First there was the swim… and the there was a bikerafting tour. Both are #ChasingCurrents – one the OLD plan, the other the NEW. Ah yes, tThere is nothing as inevitable as the onslaught of change an entropy. The following route description was written for the SWIM, which was what had been planned for the #ChasingCurrents before it turned into a Bikerafting Tour of the entire 1090KM long river.

For posterity, and perhaps for someone else who would like to swim the same section, I will leave this here. Enjoy!

The OLD Route

The spring of the river Elbe is nothing but a sweet little trickle in the Giant Mountains of the Czech Republic. But as it flows its course of nearly 1100KM in total, it turns into a massive, broad stream also endearingly termed “The Blue Ribbon” (das Blaue Band). Not too far off from its original name, which in Latin (“albia”) means “light/white water”. (Fun Fact: the river has the female prefix “die” in German, as in Latin, so don’t be put off if occasionally I refer to the river as “she”. )

The “Blue Ribbon” at the heart of Germany… and Europe!



The connect the German East to West, and ends in a massive delta north of Hamburg. That’s where most of the river is used by massive container ships to transport goods around the North Sea, which is the rivers final stop.

Though the river itself may begin in the Giant Mountains in the Czech Republic, that is not where “Chasing Currents” starts.

The Start and Finish of “Chasing Currents”

My swim will begin at KM = 0 in the German river guide books, so right at the border of the Czech Republic and Germany and end in the port of Hamburg (should I be allowed by the local police to do so).

Why am I not swimming the total length of the river?

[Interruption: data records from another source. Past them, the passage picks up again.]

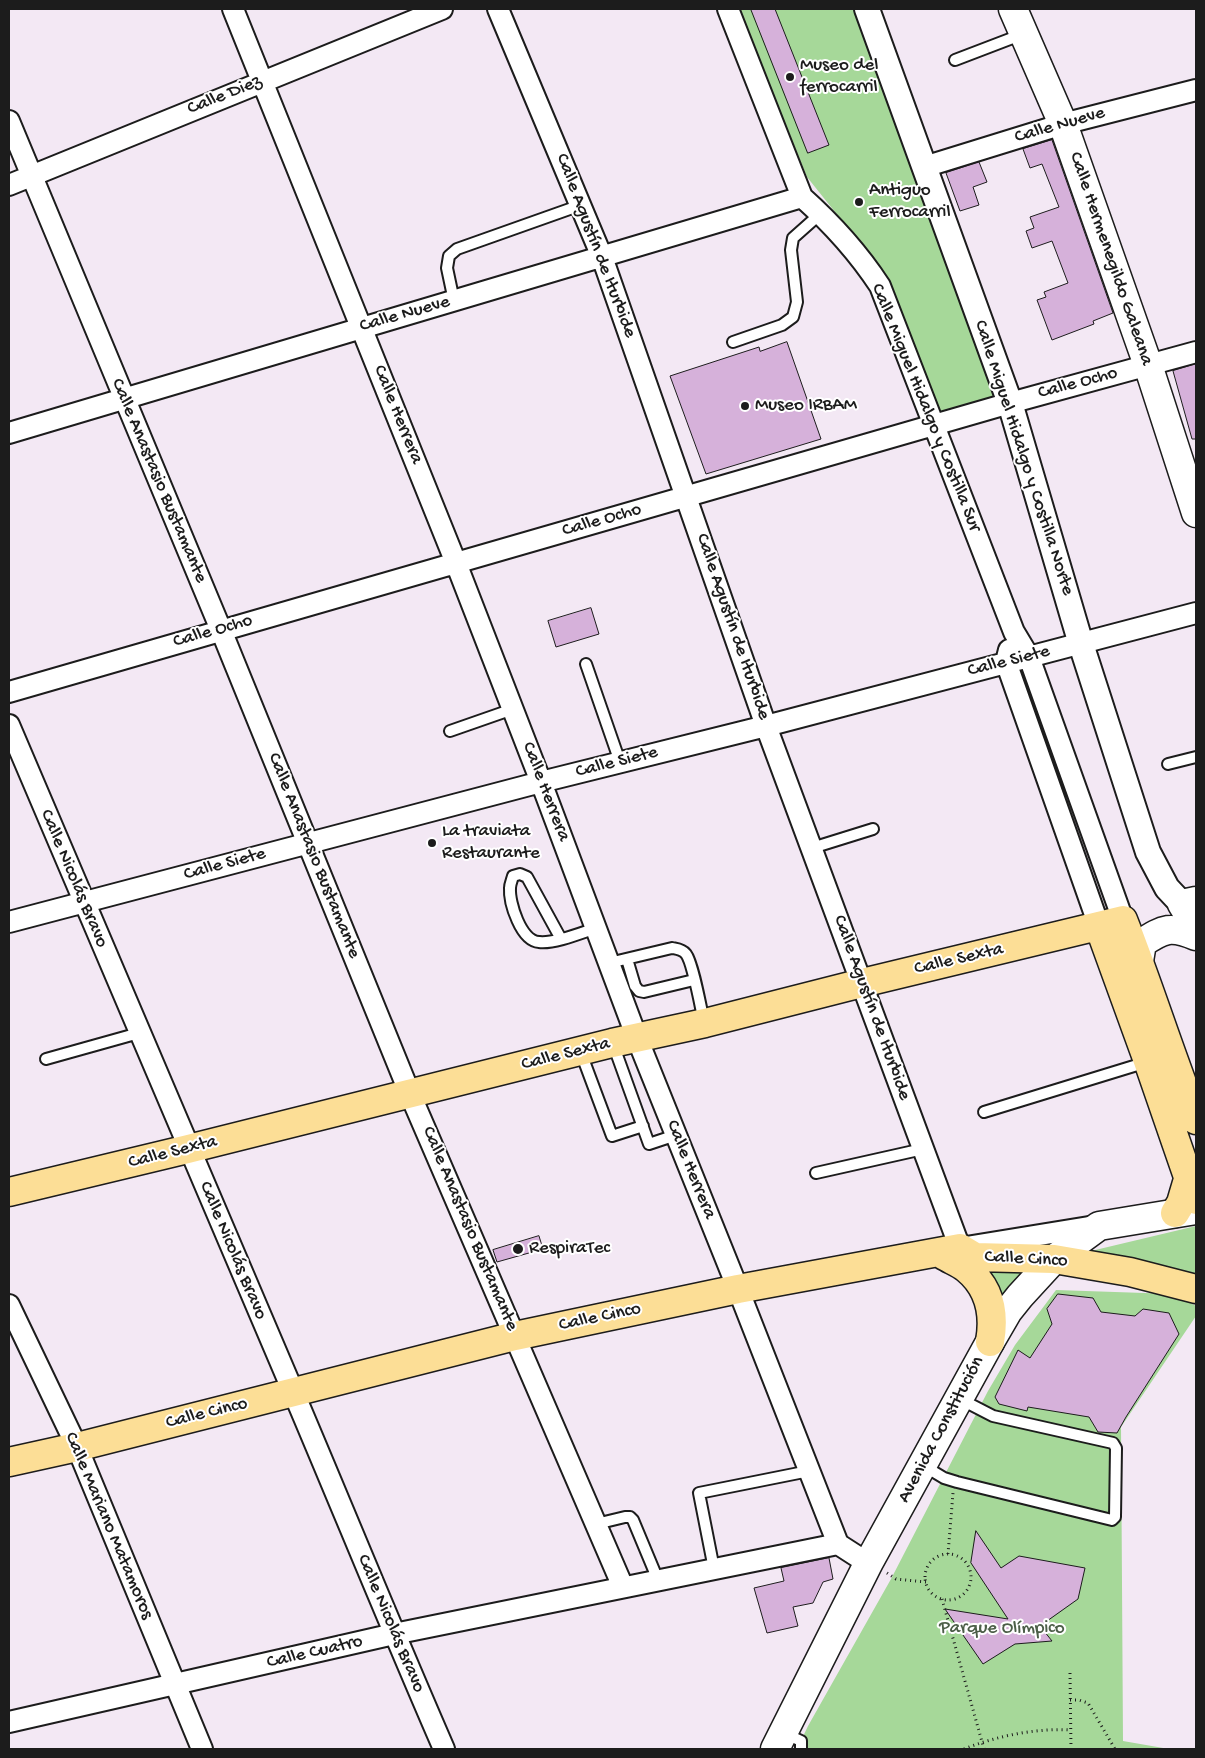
<!DOCTYPE html>
<meta charset="utf-8">
<style>
body{margin:0}
#map{position:relative;width:1205px;height:1758px;overflow:hidden;background:#f3e8f4;font-family:"Gochi Hand",sans-serif}
canvas{display:block}
.frame{position:absolute;inset:0;border:10px solid #1c1c1c;pointer-events:none}
</style>
<div id="map">
<canvas width="1205" height="1758"></canvas>
<div class="frame"></div>
</div>
<script>
const c = document.querySelector('canvas').getContext('2d');
c.lineJoin = 'round';
function fillPath(path, color) {
  c.fillStyle = color;
  c.fill(path, 'evenodd');
}
function stroke(path, color, width, dash) {
  c.strokeStyle = color;
  c.lineWidth = width;
  c.lineCap = dash ? 'butt' : 'round';
  c.setLineDash(dash || []);
  c.stroke(path);
}
function write(font, color, halo, rows, align = 'center') {
  c.font = font + ' "Gochi Hand",sans-serif';
  c.lineWidth = 4;
  c.setLineDash([]);
  c.textBaseline = 'middle';
  c.strokeStyle = halo;
  c.fillStyle = color;
  for (const [text, x, y, turn = 0] of rows) {
    c.save();
    c.translate(x, y);
    c.rotate((+turn || 0) * Math.PI / 180);
    c.textAlign = isNaN(turn) ? turn : align;
    if (halo) c.strokeText(text, 0, 0);
    c.fillText(text, 0, 0);
    c.restore();
  }
}
const green = new Path2D(`
 M738,9h124l146,393 -67,12 -55,-135 -7,-12 -72,-90z
 M1196,1226v52l-105,-27z
 M977,1263l50,4 -27,41z
 M1056,1290l118,4 22,12v10l-75,111 2,314 46,8h-372l11,-23 83,-147 97,-188 27,-46z`);
const building = new Path2D(`
 M751,9h24l54,136 -21,8z
 M1052,140l61,173 -20,8 1,3 -42,16 -15,-40 9,-3 -2,-5 24,-9 -16,-42 -20,7 -6,-17 8,-3 -4,-11 29,-10 -17,-43 -12,4 -7,-19z
 M979,162l8,20 -14,5 6,18 -19,6 -14,-38z
 M787,342l34,97 -115,35 -36,-98 89,-29 1,4z
 M1196,364v75h-4l-19,-68z
 M591,608l8,26 -43,13 -8,-26z
 M539,1236l4,13 -46,13 -4,-12z
 M1058,1294l35,4 8,14 34,4 8,-7 26,4 10,21 -53,83 -9,16 -19,-1 -9,-15 -61,-10 -1,4 -28,-7 -4,-7 23,-47 12,8 22,-34 -5,-15z
 M976,1531l25,37 18,-12 66,12 -7,31 -38,27 12,15 -37,3 -32,20 -38,-55 63,10 -37,-56z
 M829,1558l4,21 -10,3 -10,21 -20,4 5,19 -31,7 -13,-45 30,-7 -3,-13z`);
const path = new Path2D(`
 M948,1554l5,-61
 M925 1577a23 23 0 1 1 46 0a23 23 0 1 1-46 0Z
 M887,1573l9,6 30,3
 M942,1599l42,150
 M1070,1673l1,76
 M1070,1700h9l9,3 27,46
 M964,1749c33,-13 71,-21 107,-19`);
const service = new Path2D(`
 M955,60l68,-26
 M454,301l-7,-33 2,-12 8,-7 124,-44
 M733,342l49,-17 11,-8 4,-15 -6,-52 2,-12 27,-24
 M586,664l34,98
 M450,731l63,-22
 M1168,764l28,-7
 M812,848l61,-19
 M561,939l-34,-62 -7,-3 -7,2c-1,4 -3,8 -3,12 -1,15 11,53 29,54 15,2 42,-9 57,-14
 M627,959l8,27 4,5 5,1 50,-12
 M609,963l63,-15c5,1 10,1 14,6 7,9 15,55 18,68
 M613,1044l36,100 27,-9
 M581,1053l31,83 31,-10
 M46,1059l93,-26
 M984,1112l163,-50
 M816,1173l107,-24
 M924,1466l20,12 13,4 155,38 3,-3 1,-69 -3,-5 -120,-27 -33,-17
 M596,1524l29,-7h5l3,3 25,60
 M714,1569l-15,-76 110,-22
 M784,1733l17,8v8`);
const minor = new Path2D(`
 M233,9l223,554 85,219 96,256 101,251 100,255 31,20
 M498,9l104,248 164,469 194,522 135,-22
 M728,9l74,188c28,25 57,57 78,89l134,346 15,25 94,263
 M9,121l212,509 189,464 213,493
 M924,167l139,-43 133,-34
 M9,185l433,-176
 M9,433l793,-236
 M1009,650l-3,12 93,264
 M9,692l1001,-289 186,-51
 M9,725c93,222 188,443 283,664 51,120 100,241 152,360
 M9,922l532,-140 225,-56 430,-113
 M9,1305l68,142 125,302
 M9,1722l385,-88 444,-90`);
const tertiary = new Path2D(`
 M867,9l143,394 71,241 67,208 19,36 15,16`);
const secondary = new Path2D(`
 M1013,9l50,115 85,241 48,148
 M1196,901l-14,3 14,23
 M1139,961l3,-18c22,-15 29,-17 54,-7
 M775,1749l94,-187 121,-220 18,-31 12,-15 34,-37 45,-33 97,-16`);
const primary = new Path2D(`
 M1099,926l49,135 48,139
 M9,1192l179,-43 424,-106 93,-20 157,-40 261,-63c26,66 47,134 73,200
 M1175,1213l6,-10 8,-27
 M943,1255c8,5 17,8 24,14 23,19 28,45 23,73
 M9,1462l68,-15 438,-111 223,-47 222,-41 15,9 79,2 76,13 66,17`);
const markers = [
 [790,77,5,"#1c1c1c"],
 [859,202,5,"#1c1c1c"],
 [745,406,5,"#1c1c1c"],
 [432,843,5,"#1c1c1c"],
 [518,1249,6,"#1c1c1c"]
];
const poiNames = [
 ["Museo del",800,66],
 ["ferrocarril",800,88],
 ["Antiguo",869,191],
 ["Ferrocarril",869,213],
 ["Museo IRBAM",755,406],
 ["La traviata",442,832],
 ["Restaurante",442,854],
 ["RespiraTec",529,1249]
];
const streetNames = [
 ["Calle Diez",225,96,-22],
 ["Calle Nueve",1060,126,-16],
 ["Calle Agustín de Iturbide",595,246,69],
 ["Calle Hermenegildo Galeana",1110,259,71],
 ["Calle Nueve",405,315,-16],
 ["Calle Ocho",1078,384,-15],
 ["Calle Miguel Hidalgo y Costilla Sur",925,408,68],
 ["Calle Herrera",397,415,68],
 ["Calle Miguel Hidalgo y Costilla Norte",1023,458,72],
 ["Calle Anastasio Bustamante",158,481,67],
 ["Calle Ocho",602,521,-16],
 ["Calle Agustín de Iturbide",732,627,71],
 ["Calle Ocho",213,632,-16],
 ["Calle Siete",1009,662,-14],
 ["Calle Siete",617,763,-14],
 ["Calle Herrera",545,792,69],
 ["Calle Anastasio Bustamante",313,856,68],
 ["Calle Siete",225,865,-15],
 ["Calle Nicolás Bravo",73,879,67],
 ["Calle Sexta",959,960,-13],
 ["Calle Agustín de Iturbide",871,1008,70],
 ["Calle Sexta",566,1055,-14],
 ["Calle Sexta",173,1153,-14],
 ["Calle Herrera",690,1170,68],
 ["Calle Anastasio Bustamante",469,1229,67],
 ["Calle Nicolás Bravo",232,1251,67],
 ["Calle Cinco",1026,1260,3],
 ["Calle Cinco",600,1318,-12],
 ["Calle Cinco",207,1414,-14],
 ["Avenida Constitución",942,1430,-62],
 ["Calle Mariano Matamoros",108,1526,67],
 ["Calle Nicolás Bravo",390,1624,67],
 ["Calle Cuatro",315,1653,-13]
];
const parkNames = [
 ["Parque Olímpico",1002,1629]
];
fillPath(green, '#a6d899');
fillPath(building, '#d6b1da');
stroke(building, '#1c1c1c', 1);
stroke(service, '#1c1c1c', 14);
stroke(minor, '#1c1c1c', 24);
stroke(tertiary, '#1c1c1c', 28);
stroke(secondary, '#1c1c1c', 31);
stroke(primary, '#1c1c1c', 31);
stroke(path, '#1c1c1c', 3, [1, 4]);
stroke(service, '#fff', 10);
stroke(minor, '#fff', 20);
stroke(tertiary, '#fff', 24);
stroke(secondary, '#fff', 28);
stroke(primary, '#fcde96', 28);
for (const [x, y, r, color] of markers) {
  const dot = new Path2D();
  dot.arc(x, y, r, 0, 2 * Math.PI);
  c.fillStyle = color;
  c.fill(dot);
  stroke(dot, '#fff', 2);
}
write('19px', '#1c1c1c', '#fff', poiNames, 'left');
write('19px', '#1c1c1c', '#fff', streetNames);
write('19px', '#4c5e48', '#fff', parkNames);
</script>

Two reasons:

  • I’m running out of holidays in 2022, and 630KM in two weeks sounds almost manageable.
  • Mainly because the first section is literally just a trickle, which then turns into a collection of whitewash, floodgates and dams. If you want to read more about how often you’d have to get out of the water to swim this section, I can recommend the book: “Allein auf der Elbe: 1000KM mit dem Faltboot” (“Alone on the Elbe: 1000KM in a folding canoe”).

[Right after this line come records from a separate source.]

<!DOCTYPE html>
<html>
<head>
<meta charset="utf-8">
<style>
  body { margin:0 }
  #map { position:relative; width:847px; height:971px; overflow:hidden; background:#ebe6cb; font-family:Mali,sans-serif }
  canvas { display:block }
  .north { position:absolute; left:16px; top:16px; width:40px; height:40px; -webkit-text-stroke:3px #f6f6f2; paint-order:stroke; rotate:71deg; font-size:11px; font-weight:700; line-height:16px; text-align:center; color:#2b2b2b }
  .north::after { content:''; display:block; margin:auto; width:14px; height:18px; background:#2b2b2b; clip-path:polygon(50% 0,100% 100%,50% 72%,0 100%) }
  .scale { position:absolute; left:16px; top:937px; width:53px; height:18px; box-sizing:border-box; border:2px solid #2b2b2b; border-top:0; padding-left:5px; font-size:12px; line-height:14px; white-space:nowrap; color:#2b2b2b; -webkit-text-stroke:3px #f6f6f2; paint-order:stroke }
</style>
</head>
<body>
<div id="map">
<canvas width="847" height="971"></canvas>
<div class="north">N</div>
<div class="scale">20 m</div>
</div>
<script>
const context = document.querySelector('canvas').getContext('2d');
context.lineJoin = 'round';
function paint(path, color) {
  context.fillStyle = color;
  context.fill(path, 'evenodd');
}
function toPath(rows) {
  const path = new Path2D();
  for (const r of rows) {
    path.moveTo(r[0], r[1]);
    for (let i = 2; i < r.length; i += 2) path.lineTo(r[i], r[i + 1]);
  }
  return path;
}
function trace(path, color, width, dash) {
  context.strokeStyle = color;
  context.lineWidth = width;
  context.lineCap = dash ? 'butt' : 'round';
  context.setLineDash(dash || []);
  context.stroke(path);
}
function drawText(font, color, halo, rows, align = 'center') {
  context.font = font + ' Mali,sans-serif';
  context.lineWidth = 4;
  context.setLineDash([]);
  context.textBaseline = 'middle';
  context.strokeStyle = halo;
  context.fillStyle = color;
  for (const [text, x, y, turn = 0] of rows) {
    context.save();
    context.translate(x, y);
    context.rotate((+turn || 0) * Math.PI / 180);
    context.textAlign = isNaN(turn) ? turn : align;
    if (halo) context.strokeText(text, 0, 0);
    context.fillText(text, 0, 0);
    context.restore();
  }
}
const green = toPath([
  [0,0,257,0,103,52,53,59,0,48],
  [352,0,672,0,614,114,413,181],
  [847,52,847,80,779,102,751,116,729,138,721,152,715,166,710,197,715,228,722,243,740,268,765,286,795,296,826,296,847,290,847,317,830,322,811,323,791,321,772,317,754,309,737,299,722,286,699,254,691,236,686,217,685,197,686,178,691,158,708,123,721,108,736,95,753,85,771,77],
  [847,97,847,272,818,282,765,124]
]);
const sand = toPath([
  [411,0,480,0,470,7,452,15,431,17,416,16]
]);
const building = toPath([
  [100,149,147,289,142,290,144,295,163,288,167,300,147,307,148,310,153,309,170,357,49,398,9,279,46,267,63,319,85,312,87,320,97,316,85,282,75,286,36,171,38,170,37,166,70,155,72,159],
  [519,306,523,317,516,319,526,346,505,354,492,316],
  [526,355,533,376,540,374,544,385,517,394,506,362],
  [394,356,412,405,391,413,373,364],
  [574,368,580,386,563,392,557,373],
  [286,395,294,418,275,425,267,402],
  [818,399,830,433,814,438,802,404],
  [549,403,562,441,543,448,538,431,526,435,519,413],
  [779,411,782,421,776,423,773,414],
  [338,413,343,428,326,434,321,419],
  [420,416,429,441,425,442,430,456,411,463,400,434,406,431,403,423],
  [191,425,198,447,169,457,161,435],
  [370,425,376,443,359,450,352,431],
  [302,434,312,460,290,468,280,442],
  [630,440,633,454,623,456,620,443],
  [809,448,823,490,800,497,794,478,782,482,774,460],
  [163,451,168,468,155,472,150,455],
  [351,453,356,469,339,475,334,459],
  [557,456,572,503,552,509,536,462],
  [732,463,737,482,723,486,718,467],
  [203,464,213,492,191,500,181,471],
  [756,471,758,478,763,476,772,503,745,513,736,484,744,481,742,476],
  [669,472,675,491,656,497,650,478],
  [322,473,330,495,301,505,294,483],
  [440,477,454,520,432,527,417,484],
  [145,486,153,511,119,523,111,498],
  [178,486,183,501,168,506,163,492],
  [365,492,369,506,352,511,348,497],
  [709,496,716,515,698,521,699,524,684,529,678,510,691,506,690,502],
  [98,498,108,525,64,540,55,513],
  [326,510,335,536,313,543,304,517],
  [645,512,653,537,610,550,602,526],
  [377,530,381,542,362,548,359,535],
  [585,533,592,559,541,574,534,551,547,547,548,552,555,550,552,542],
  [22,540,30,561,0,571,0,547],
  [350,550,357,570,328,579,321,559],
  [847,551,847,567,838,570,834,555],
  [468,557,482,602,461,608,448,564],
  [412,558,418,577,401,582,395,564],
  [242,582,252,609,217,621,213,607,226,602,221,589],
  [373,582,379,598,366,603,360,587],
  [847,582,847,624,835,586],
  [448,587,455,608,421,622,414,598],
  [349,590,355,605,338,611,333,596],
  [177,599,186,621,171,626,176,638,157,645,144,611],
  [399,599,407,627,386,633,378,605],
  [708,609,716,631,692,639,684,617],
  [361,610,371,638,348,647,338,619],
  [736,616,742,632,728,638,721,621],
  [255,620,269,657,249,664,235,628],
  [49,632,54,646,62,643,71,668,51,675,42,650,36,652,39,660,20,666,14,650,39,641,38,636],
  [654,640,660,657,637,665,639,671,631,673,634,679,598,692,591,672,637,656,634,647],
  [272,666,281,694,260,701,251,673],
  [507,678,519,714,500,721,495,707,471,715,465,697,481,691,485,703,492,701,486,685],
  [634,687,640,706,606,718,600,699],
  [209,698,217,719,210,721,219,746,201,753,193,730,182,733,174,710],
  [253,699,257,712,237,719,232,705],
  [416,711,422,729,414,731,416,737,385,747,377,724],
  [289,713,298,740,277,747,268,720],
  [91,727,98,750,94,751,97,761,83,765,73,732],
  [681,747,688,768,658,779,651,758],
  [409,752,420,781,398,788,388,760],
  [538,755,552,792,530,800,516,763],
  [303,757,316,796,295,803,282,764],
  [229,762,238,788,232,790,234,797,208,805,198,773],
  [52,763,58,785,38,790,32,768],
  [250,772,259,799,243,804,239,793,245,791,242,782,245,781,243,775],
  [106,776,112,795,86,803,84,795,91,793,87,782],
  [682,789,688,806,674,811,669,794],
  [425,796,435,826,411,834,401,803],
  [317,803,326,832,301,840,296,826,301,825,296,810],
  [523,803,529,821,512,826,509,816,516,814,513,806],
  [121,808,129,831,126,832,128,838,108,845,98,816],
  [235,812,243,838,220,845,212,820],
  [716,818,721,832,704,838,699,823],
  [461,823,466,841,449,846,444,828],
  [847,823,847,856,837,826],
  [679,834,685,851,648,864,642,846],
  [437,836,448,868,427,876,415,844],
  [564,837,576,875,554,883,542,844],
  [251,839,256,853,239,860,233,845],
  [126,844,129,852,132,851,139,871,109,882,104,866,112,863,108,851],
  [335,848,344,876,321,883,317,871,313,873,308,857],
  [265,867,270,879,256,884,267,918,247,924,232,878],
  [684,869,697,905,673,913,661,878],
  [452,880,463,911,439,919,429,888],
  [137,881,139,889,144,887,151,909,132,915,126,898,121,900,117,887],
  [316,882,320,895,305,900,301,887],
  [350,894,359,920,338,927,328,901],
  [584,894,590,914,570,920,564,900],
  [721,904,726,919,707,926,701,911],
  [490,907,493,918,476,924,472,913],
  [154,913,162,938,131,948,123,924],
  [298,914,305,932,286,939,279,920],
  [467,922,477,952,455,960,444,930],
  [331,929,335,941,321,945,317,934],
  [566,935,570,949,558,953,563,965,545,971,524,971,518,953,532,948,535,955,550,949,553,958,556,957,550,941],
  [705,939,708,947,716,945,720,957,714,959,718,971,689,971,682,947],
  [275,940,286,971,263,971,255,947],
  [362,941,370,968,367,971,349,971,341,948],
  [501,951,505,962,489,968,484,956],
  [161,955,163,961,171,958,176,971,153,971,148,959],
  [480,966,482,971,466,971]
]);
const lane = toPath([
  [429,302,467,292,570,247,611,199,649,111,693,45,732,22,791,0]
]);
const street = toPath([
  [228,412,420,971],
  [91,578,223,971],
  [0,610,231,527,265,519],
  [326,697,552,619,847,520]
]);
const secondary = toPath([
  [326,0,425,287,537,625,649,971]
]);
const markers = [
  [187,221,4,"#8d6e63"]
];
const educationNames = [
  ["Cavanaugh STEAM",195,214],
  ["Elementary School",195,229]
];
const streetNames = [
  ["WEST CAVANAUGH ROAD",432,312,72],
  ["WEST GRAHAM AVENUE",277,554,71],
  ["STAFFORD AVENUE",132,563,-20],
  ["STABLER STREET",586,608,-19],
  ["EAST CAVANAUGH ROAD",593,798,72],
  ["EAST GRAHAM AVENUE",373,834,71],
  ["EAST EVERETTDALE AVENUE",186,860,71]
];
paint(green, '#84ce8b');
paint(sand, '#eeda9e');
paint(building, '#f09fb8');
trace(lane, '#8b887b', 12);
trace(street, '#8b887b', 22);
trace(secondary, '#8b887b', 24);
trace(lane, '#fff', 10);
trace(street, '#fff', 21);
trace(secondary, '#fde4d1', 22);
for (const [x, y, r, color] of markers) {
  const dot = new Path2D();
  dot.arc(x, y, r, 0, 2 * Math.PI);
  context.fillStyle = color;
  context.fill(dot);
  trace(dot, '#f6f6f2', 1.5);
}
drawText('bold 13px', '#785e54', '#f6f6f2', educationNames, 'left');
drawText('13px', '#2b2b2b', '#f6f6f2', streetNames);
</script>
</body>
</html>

Starting at the border makes my swim technically a record in terms of Elbe swimming, as the other two previous swimmers started a bit further down the river than me: Kirsten Seidel, who started in Dresden (550KM) and Joseph Heß, who started in Bad Schandau (620KM).

But at this point, I presonally think crowing from the rooftops about a “record” is just plain silly. My reason for choosing KM = 0 is about practical aesthetics: It makes it the easiest to keep track of how much I’ve done, and how much I’ve got left to do.

From there on my route passes not just Bad Schandau and Dresden, Wittenberg and my home town Magdeburg, and finally ends in Hamburg. It ends there, as that is where the tide and massive container ships reign supreme. This entire route is wrapped in red tape, but this is where a permit becomes non-negotiable.

And after all: you gotta end somewhere!